** INFORMATION follows **

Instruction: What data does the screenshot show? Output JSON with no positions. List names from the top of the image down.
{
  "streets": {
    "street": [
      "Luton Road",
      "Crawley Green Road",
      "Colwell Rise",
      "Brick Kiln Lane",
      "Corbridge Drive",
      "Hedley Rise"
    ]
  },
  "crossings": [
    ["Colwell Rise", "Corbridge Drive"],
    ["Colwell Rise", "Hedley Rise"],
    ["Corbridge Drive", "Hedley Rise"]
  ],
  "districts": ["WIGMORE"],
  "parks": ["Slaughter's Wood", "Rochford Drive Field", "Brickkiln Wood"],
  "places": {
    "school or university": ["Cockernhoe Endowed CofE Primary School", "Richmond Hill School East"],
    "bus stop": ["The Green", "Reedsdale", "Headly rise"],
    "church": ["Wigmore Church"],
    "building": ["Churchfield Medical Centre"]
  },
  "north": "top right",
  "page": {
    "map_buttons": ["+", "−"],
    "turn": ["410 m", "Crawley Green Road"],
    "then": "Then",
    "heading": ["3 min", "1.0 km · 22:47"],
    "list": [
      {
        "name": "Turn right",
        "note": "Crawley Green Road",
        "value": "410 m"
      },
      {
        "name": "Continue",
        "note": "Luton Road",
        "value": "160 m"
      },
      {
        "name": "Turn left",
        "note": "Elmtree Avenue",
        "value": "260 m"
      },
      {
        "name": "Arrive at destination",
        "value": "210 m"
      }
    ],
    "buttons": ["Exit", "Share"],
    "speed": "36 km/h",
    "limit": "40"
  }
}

** End of INFORMATION **

_TASK STATEMENT_
Copy out the entire material verbatim.

_RESULT OF THE EXERCISE_
Instruction: What data does the screenshot show? Output JSON with no positions. List names from the top of the image down.
{
  "streets": {
    "street": [
      "Luton Road",
      "Crawley Green Road",
      "Colwell Rise",
      "Brick Kiln Lane",
      "Corbridge Drive",
      "Hedley Rise"
    ]
  },
  "crossings": [
    ["Colwell Rise", "Corbridge Drive"],
    ["Colwell Rise", "Hedley Rise"],
    ["Corbridge Drive", "Hedley Rise"]
  ],
  "districts": ["WIGMORE"],
  "parks": ["Slaughter's Wood", "Rochford Drive Field", "Brickkiln Wood"],
  "places": {
    "school or university": ["Cockernhoe Endowed CofE Primary School", "Richmond Hill School East"],
    "bus stop": ["The Green", "Reedsdale", "Headly rise"],
    "church": ["Wigmore Church"],
    "building": ["Churchfield Medical Centre"]
  },
  "north": "top right",
  "page": {
    "map_buttons": ["+", "−"],
    "turn": ["410 m", "Crawley Green Road"],
    "then": "Then",
    "heading": ["3 min", "1.0 km · 22:47"],
    "list": [
      {
        "name": "Turn right",
        "note": "Crawley Green Road",
        "value": "410 m"
      },
      {
        "name": "Continue",
        "note": "Luton Road",
        "value": "160 m"
      },
      {
        "name": "Turn left",
        "note": "Elmtree Avenue",
        "value": "260 m"
      },
      {
        "name": "Arrive at destination",
        "value": "210 m"
      }
    ],
    "buttons": ["Exit", "Share"],
    "speed": "36 km/h",
    "limit": "40"
  }
}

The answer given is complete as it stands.